(Excerpts from a dataset)
---------------
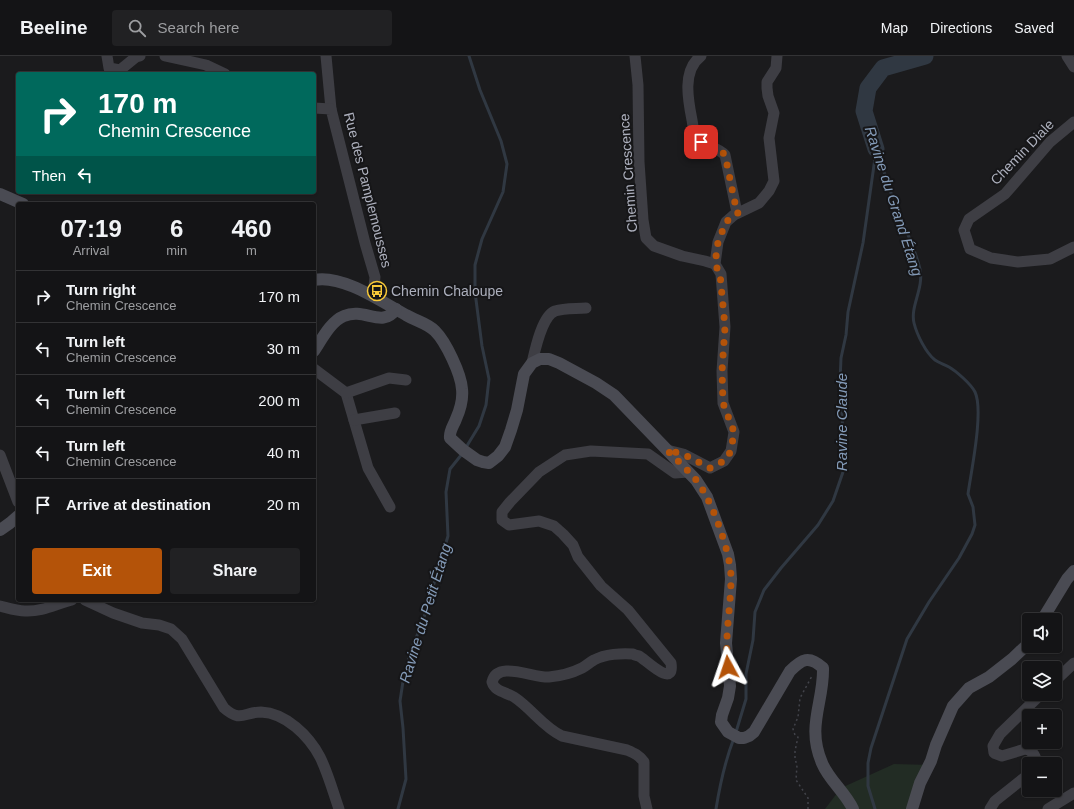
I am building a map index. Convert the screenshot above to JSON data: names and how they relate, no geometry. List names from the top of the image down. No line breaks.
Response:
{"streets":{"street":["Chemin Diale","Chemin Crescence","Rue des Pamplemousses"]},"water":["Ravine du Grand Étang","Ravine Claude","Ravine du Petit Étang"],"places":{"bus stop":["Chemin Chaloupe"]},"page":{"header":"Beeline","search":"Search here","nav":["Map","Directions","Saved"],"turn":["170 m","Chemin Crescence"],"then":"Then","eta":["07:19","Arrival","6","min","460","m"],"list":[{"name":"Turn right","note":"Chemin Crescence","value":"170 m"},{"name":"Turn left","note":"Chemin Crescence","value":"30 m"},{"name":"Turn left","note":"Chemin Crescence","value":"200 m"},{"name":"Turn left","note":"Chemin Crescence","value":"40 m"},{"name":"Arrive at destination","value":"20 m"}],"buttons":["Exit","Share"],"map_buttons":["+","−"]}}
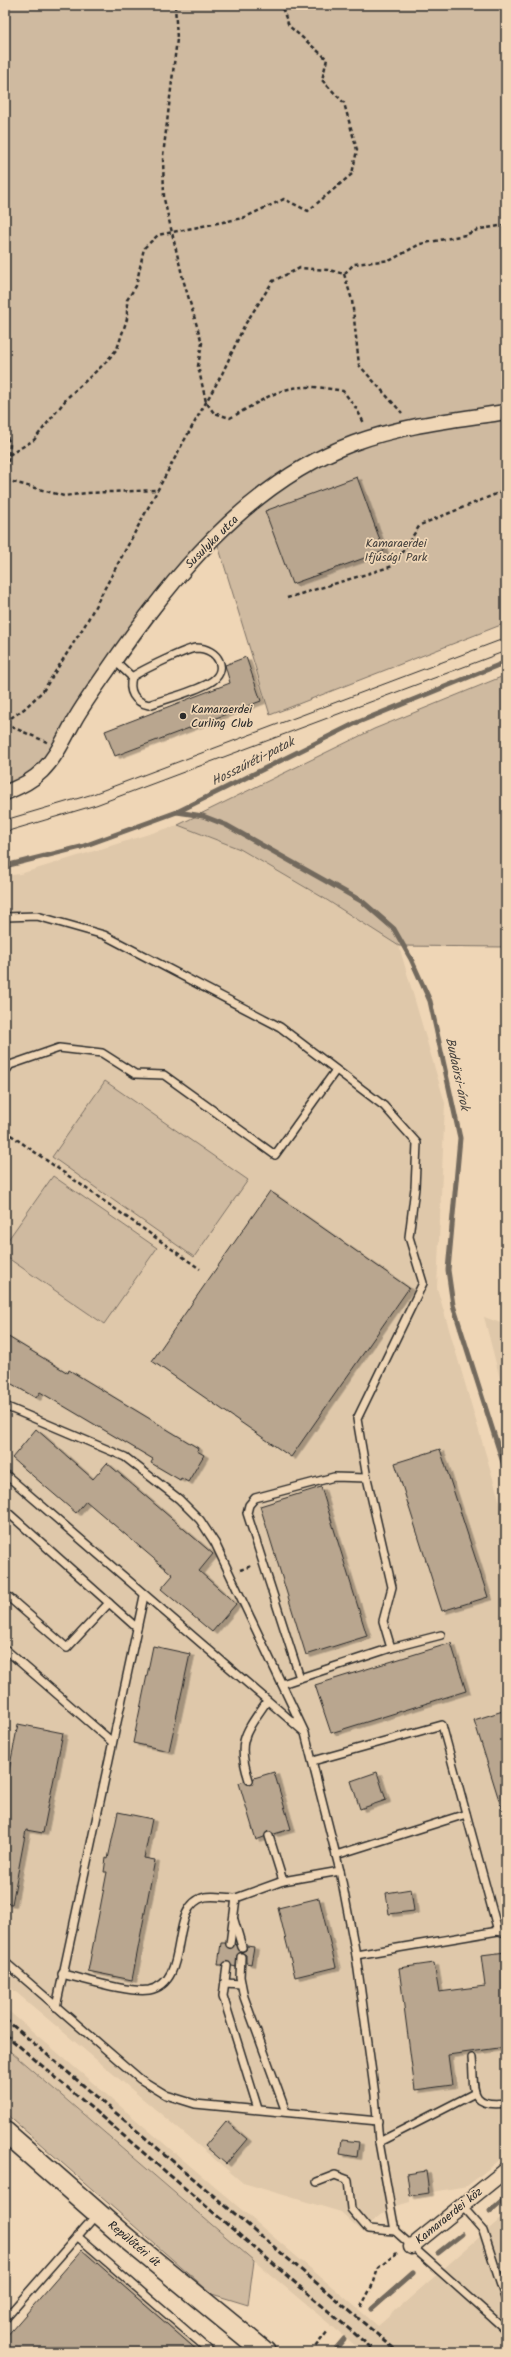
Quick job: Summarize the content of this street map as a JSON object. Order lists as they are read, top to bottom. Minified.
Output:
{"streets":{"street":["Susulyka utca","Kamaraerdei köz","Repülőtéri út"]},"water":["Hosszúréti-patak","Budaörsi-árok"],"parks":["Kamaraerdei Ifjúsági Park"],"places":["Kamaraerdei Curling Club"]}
---------------
*Task goal:* What is needed is each line from the records with the word "JSON" in it.

*Written solution:*
I am building a map index. Convert the screenshot above to JSON data: names and how they relate, no geometry. List names from the top of the image down. No line breaks.
Quick job: Summarize the content of this street map as a JSON object. Order lists as they are read, top to bottom. Minified.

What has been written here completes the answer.